Capture

GIGS

Bjork, Hammersmith Apollo

There is no break up album as painfully honest as Bjork’s Vulnicura. Take away the percussion and it’s all the more devastating. With lines like ‘family was our sacred mission that you abandoned’ delivered on a regular basis, this was going to be no light-hearted Saturday evening. And it isn’t long until cheeks are salty and tears trickling, with full grown men startled by Bjork’s vulnerable vocal. While dominated by Vulnicura, the set was filled with a number of notable classics including Joga, Aurora and Pluto. Throughout the Icelandic innovator donned a glowing alien-like mask and on this night she was never anything but unworldly. On leaving the beautiful surroundings of the Apollo, I simply laughed in disbelief at the quality of what I had just seen. Remarkable.

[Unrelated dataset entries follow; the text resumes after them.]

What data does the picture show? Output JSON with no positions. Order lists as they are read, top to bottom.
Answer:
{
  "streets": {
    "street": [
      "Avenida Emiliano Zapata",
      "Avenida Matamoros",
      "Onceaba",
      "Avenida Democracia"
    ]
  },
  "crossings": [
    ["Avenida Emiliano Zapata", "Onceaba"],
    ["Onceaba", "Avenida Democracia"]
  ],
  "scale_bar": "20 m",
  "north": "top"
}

Arcade Fire, NOS Alive, Lisbon

With our feet baking on the Lisbon tarmac, anticipation could not have been higher for Arcade Fire. The perfect opener came in the form of ‘Ready to Start’, and soon the band were swapping instruments, dancing across the stage and throwing a party like no other. Songs were interspersed with short covers – ‘God Save the Queen’ and ‘Heroes’ – and Regine delivered the best moment of the evening with an enchanting performance of ‘Sprawl II (Mountains Beyond Mountains). While it was only July, Wim Butler premeditated 2016’s biggest events by stating ‘it’s time that people of colour and women ruled the world’, before closing the show with the aptly named ‘Wake Up.’

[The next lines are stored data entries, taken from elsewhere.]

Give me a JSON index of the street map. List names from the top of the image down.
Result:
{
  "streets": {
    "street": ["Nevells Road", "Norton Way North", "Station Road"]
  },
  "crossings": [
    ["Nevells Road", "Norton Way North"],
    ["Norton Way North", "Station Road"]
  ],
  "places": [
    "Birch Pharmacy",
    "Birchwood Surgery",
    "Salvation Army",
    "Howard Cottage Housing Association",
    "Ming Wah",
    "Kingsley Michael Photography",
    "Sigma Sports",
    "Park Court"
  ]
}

Kendrick Lamar, British Summer Time, Hyde Park

Dragging the microphone stand across the wooden boards, Kendrick looked like a cat dragging home a prize bird at the start of his performance in Hyde Park. Backed by a live band, Kendrick was absolutely flawless and unlike any other rap act I’ve ever seen live. He was affectionate to his followers throughout and when we joined him in a chorus of ‘We gonna be alright’, for a second we believed it.

ALBUMS

Frank Ocean – Blonde

A master in PR, Frank Ocean made the release of Blonde one of the biggest events of the year by simply disappearing. Posting despairing images with the words ‘Frank please’ became a thing and many of us wondered what would follow the excellent Channel Orange. What we got was an absolute curveball, a practically beatless album with no immediate singles. Blonde is a celebration of the every day, with lines like ‘keep a place for me, I’ll sleep between y’all, it’s nothing’ taking on an understated significance. We heard about the guy dumped for not adding his girlfriend on Facebook, the gaybar Frank visited with a friend, the nightshifters beginning their day while everyone else sleeps and the young man who simply wants to be Dyl because ‘he doesn’t have to do anything at all, just sits inside his house.’ Blonde may not soundtrack your next party, but it will be with you for every daily ritual, when you step in the shower, when you put your head on the pillow after a hard day’s work and when you sit across the table from a loved one at dinner time. It may take time to realise the importance of these rituals, but you’d certainly miss them if they were gone and by god, we were happy that Blonde finally came.

Julianna Barwick – Will

In one of the most acrimonious years of my lifetime – I don’t need to tell you what happened do I? – I’ve developed an obsession for ambient music. It was a way to distil the images indelibly marked in my mind, three-year-old Alan Kurdi washed up on a beach, a capsized refugee boat and Nigel Farage’s smug face on June 23rd. Of all the ambient works released this year, Julianna Barwick’s most recent effort achieved this most successfully and transported me to a place of much-needed calm. Her warped vocals were both ghouslish and angelic, the synths shimmering and light and the percussion never overbearing but calm and sophisticated.  The Japanese fold origami cranes in challenging times to achieve hope and healing, Will was my origami crane of 2016.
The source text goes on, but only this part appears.